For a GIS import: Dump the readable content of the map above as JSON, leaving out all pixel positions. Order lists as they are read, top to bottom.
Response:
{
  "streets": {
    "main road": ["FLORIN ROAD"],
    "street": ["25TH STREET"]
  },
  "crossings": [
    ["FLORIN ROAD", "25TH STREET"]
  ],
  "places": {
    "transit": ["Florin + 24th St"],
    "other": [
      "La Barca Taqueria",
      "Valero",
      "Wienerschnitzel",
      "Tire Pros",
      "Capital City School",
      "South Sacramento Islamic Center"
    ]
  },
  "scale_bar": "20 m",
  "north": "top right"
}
* * *
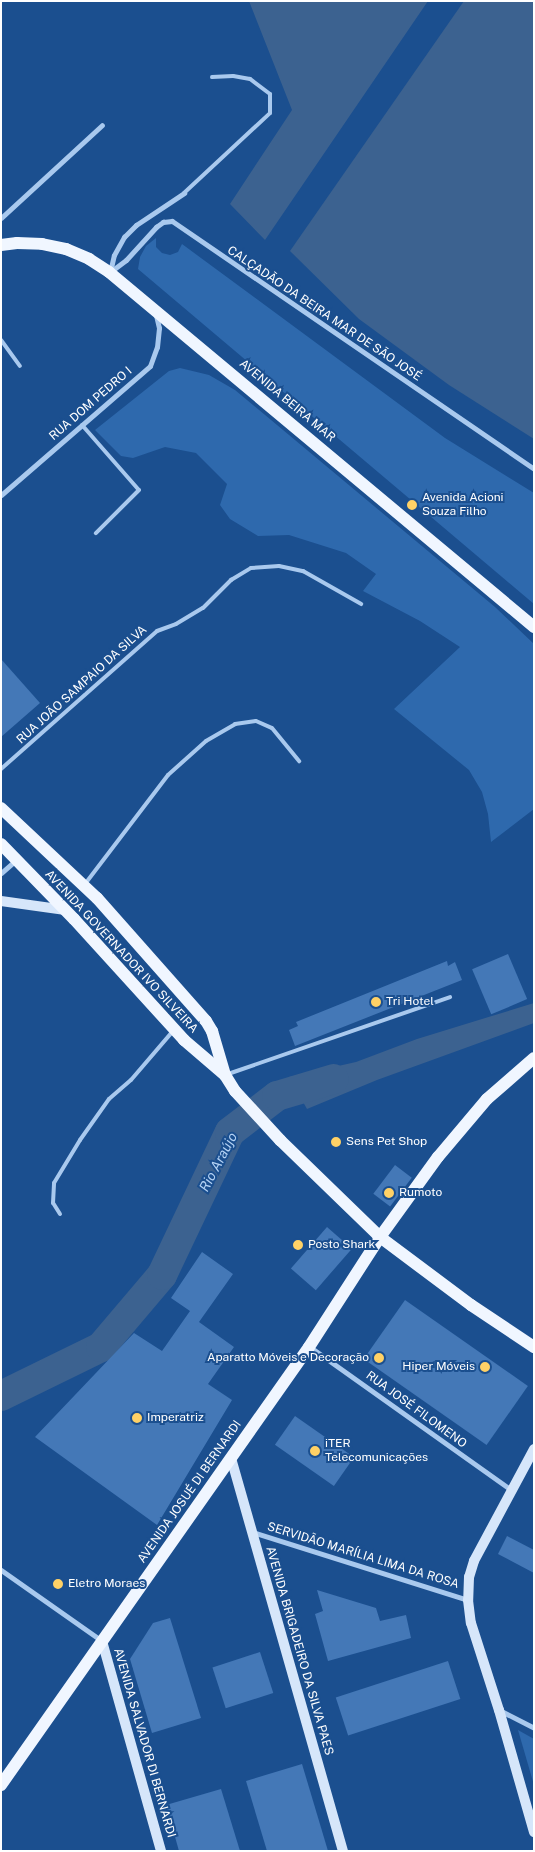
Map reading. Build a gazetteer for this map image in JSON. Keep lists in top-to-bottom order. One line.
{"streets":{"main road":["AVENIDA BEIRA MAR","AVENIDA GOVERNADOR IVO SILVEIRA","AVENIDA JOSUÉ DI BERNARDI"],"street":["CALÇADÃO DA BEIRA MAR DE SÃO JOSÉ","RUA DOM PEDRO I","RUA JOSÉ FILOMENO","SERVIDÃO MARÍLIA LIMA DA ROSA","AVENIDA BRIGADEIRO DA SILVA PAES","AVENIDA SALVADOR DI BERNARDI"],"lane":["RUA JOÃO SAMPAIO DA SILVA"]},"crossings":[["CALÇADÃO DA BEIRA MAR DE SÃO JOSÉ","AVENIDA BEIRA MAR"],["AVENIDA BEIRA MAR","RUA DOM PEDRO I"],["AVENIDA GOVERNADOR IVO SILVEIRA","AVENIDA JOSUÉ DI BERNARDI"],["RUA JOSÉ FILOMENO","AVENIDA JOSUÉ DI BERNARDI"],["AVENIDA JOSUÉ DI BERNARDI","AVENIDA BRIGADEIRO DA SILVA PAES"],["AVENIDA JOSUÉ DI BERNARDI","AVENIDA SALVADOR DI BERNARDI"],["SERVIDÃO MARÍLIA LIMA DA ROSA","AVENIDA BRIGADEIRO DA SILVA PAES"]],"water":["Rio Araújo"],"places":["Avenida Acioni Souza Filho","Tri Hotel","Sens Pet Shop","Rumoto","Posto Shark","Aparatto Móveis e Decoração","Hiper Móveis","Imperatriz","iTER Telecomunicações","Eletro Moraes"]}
* * *
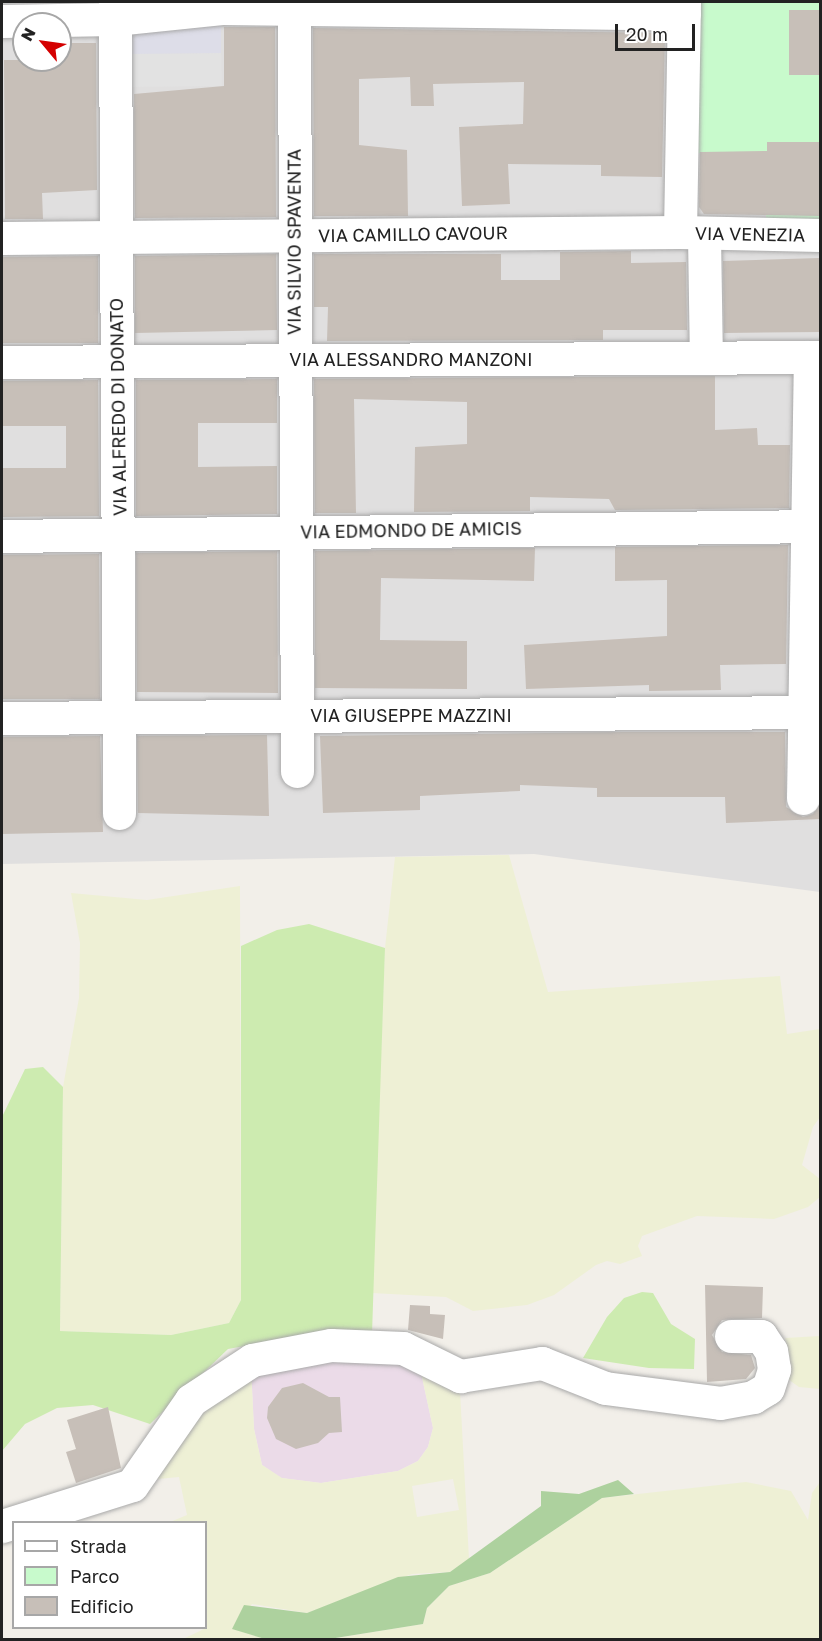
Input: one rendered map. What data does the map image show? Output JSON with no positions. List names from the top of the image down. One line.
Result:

_What you need to do_
Lines holding the word "positions" in the entries above are the ones to pull out. Copy them all.

_Task solution_
For a GIS import: Dump the readable content of the map above as JSON, leaving out all pixel positions. Order lists as they are read, top to bottom.
Input: one rendered map. What data does the map image show? Output JSON with no positions. List names from the top of the image down. One line.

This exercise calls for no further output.